[What is expected]: A set of records appears below. Print them all, word for word.

[Records from a dataset]:
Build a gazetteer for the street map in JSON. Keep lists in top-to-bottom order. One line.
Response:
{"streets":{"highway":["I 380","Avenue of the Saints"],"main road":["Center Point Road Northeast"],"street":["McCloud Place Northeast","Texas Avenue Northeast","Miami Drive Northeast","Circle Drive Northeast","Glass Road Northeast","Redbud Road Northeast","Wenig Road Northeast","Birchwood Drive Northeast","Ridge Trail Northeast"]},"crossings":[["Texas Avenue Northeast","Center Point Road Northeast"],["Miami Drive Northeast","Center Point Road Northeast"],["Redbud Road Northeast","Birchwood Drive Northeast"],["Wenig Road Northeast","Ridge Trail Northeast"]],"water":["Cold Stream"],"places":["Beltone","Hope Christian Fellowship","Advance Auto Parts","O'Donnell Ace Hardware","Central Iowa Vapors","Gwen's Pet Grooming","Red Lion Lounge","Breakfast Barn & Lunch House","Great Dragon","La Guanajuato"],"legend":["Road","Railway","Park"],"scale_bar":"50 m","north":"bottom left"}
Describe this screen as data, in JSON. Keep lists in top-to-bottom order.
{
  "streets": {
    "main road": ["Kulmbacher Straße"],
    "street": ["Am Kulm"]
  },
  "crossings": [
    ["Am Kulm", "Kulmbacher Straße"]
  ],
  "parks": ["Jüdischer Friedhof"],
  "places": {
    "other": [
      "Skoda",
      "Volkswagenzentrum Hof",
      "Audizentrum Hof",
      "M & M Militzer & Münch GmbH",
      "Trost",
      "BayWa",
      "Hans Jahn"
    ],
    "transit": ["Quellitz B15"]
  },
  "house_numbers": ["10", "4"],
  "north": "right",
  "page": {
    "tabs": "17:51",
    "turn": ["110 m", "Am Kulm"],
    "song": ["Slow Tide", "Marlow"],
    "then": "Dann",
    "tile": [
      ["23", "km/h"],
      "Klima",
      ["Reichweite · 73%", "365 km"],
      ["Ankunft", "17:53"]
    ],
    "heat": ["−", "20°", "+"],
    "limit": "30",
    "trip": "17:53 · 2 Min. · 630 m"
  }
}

[Response]:
Build a gazetteer for the street map in JSON. Keep lists in top-to-bottom order. One line.
Response:
{"streets":{"highway":["I 380","Avenue of the Saints"],"main road":["Center Point Road Northeast"],"street":["McCloud Place Northeast","Texas Avenue Northeast","Miami Drive Northeast","Circle Drive Northeast","Glass Road Northeast","Redbud Road Northeast","Wenig Road Northeast","Birchwood Drive Northeast","Ridge Trail Northeast"]},"crossings":[["Texas Avenue Northeast","Center Point Road Northeast"],["Miami Drive Northeast","Center Point Road Northeast"],["Redbud Road Northeast","Birchwood Drive Northeast"],["Wenig Road Northeast","Ridge Trail Northeast"]],"water":["Cold Stream"],"places":["Beltone","Hope Christian Fellowship","Advance Auto Parts","O'Donnell Ace Hardware","Central Iowa Vapors","Gwen's Pet Grooming","Red Lion Lounge","Breakfast Barn & Lunch House","Great Dragon","La Guanajuato"],"legend":["Road","Railway","Park"],"scale_bar":"50 m","north":"bottom left"}
Describe this screen as data, in JSON. Keep lists in top-to-bottom order.
{
  "streets": {
    "main road": ["Kulmbacher Straße"],
    "street": ["Am Kulm"]
  },
  "crossings": [
    ["Am Kulm", "Kulmbacher Straße"]
  ],
  "parks": ["Jüdischer Friedhof"],
  "places": {
    "other": [
      "Skoda",
      "Volkswagenzentrum Hof",
      "Audizentrum Hof",
      "M & M Militzer & Münch GmbH",
      "Trost",
      "BayWa",
      "Hans Jahn"
    ],
    "transit": ["Quellitz B15"]
  },
  "house_numbers": ["10", "4"],
  "north": "right",
  "page": {
    "tabs": "17:51",
    "turn": ["110 m", "Am Kulm"],
    "song": ["Slow Tide", "Marlow"],
    "then": "Dann",
    "tile": [
      ["23", "km/h"],
      "Klima",
      ["Reichweite · 73%", "365 km"],
      ["Ankunft", "17:53"]
    ],
    "heat": ["−", "20°", "+"],
    "limit": "30",
    "trip": "17:53 · 2 Min. · 630 m"
  }
}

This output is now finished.